JAKARTA, KOMPAS.com - Mahkamah Agung (MA) telah melakukan upaya untuk mencegah terjadinya praktik korupsi di institusi peradilan.
Juru Bicara MA Suhadi mengatakan, salah satu upaya adalah melibatkan Ketua MA Hatta Ali yang turun langsung menemui para Hakim di banyak daerah untuk memberikan pemahaman dan pendidikan.
“Untuk mencegah secara periodik pimpinan Mahkamah Agung turun ke setiap provinsi mengadakan tatap muka. Bahkan ditayangkan peristiwa yang terjadi supaya mereka ada rasa jera, rasa takut untuk berbuat kemudian,” tutur Suhadi saat dihubungi Kompas.com, Jumat (31/8/2018).
Dari sisi regulasi, kata Suhadi, Mahkamah Agung telah mengadopsi ISO 37001 Sistem Manajemen Anti-suap, mengembangkan sistem informasi pengawasan (SIWAS), dan menerbitkan berbagai peraturan yang relevan.
Regulasi itu di antaranya Peraturan Mahkamah Agung Nomor 7 Tahun 2016 tentang Penegakan Disiplin Kerja Hakim pada Mahkamah Agung.

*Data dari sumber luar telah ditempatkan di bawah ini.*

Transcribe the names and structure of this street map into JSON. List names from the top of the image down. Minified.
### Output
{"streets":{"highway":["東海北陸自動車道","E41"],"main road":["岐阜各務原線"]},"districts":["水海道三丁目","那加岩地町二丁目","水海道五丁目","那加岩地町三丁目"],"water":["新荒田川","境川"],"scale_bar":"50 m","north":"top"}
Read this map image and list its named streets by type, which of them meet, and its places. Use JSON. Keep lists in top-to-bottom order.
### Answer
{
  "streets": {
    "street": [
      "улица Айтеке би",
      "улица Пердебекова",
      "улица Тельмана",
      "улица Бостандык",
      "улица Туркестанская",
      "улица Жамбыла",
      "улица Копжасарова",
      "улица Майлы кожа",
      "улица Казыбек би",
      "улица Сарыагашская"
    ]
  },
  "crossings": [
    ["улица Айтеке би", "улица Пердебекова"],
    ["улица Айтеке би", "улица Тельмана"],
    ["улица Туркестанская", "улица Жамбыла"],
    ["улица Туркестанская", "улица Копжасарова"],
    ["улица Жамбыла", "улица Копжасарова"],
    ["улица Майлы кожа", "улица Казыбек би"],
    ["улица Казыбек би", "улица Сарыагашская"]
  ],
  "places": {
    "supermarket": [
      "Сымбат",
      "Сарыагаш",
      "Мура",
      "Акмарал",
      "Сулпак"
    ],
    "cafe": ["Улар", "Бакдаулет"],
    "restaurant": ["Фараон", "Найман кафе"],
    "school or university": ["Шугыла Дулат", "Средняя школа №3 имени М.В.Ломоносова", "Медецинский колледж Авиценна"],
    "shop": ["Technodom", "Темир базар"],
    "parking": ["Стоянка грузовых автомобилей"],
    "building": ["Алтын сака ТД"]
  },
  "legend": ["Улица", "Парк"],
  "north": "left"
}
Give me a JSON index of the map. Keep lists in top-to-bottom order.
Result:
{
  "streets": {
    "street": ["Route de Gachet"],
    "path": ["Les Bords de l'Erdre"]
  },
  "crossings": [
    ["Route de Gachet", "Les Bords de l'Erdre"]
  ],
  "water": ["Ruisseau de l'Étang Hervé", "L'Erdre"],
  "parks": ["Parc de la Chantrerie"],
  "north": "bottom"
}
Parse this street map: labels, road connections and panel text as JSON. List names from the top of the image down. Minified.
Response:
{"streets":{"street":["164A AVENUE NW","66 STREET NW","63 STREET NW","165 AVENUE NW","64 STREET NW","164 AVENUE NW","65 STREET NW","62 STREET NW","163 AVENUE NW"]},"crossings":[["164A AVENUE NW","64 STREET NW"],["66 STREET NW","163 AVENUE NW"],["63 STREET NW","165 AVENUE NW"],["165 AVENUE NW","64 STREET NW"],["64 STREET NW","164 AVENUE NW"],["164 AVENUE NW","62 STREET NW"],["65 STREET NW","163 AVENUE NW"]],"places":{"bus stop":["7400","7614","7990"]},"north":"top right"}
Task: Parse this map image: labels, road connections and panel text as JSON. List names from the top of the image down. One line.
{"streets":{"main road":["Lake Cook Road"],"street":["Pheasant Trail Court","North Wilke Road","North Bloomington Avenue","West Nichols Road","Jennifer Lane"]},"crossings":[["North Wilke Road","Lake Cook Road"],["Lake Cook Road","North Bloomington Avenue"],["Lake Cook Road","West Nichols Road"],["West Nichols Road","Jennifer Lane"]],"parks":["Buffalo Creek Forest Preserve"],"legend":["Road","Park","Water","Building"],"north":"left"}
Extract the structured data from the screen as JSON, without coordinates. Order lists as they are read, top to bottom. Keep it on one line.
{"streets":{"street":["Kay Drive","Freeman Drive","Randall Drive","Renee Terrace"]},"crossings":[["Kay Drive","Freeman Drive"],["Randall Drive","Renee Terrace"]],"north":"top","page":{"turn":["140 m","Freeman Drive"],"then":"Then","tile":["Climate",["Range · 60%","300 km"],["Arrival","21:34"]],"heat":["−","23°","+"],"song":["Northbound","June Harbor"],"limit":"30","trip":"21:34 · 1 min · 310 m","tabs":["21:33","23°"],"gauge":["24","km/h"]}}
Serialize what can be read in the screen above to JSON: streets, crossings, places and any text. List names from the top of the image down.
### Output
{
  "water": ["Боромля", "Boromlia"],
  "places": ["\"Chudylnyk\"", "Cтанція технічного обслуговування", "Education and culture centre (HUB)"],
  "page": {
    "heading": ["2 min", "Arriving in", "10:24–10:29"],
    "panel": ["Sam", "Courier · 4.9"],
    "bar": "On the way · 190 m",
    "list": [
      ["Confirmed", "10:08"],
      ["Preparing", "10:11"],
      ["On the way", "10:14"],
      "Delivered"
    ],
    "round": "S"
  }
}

“Ketua MA memperketat pengawasan terhadap para hakim dan aparatur pengadilan dan juga perma (peraturan Mahkamah Agung) nomor 7 tahun 2016 tentang disiplin hakim, jam kerjanya bagaimana, caranya nggak boleh ketemu tamu, dan sebagainya,” tutur Suhadi.
Kemudian, kata Suhadi, ada Peraturan Mahkamah Agung Nomor 8 Tahun 2016 tentang Pengawasan dan Pembinaan Atasan Langsung di Lingkungan Mahkamah Agung dan Badan Peradilan di bawahnya.
Kemudian, Peraturan Mahkamah Agung Nomor 9 Tahun 2016 tentang Pedoman Penanganan Pengaduan (Whistleblowing System) di Mahkamah Agung dan Badan Peradilan di bawahnya.
“Perma Nomor 9 itu adalah membuka akses masyarakat pencari keadilan untuk melapor ke Bawas MA kalau ada indikasi penyelahgunaan wewenang dan sebagainya dengan dijaga kerahasiaan pelapor,” tutur Suhadi.
Baca juga: KPK Dalami Pertemuan Sejumlah Hakim Terkait Kasus Suap Hakim PN Medan
Adapula Maklumat Ketua Mahkamah Agung Nomor 01/Maklumat/KMA/IX/2017 tentang Pengawasan dan Pembinaan Hakim, Aparatur Mahkamah Agung dan Badan Peradilan di bawahnya.
KPK sebelumnya menangkap delapan orang dalam operasi tangkap tangan di Medan, Sumatera Utara.
Sebanyak empat orang di antaranya adalah hakim. Masing-masing, yakni Ketua Pengadilan Negeri Medan Marsuddin Nainggolan dan Wakil Ketua PN Medan Wahyu Prasetyo Wibowo.
Kemudian, hakim Sontan Merauke Sinaga dan hakim adhoc Merry Purba. Namun, setelah dilakukan pemeriksaan dan gelar perkara, KPK hanya menetapkan Merry Purba sebagai tersangka.
Merry disangka menerima suap 280.000 dollar Singapura dari terdakwa Tamin Sukardi. Suap itu diduga untuk memengaruhi putusan hakim dalam perkara korupsi penjualan lahan eks Hak Guna Usaha (HGU) PTPN2 dengan terdakwa Tamin Sukardi.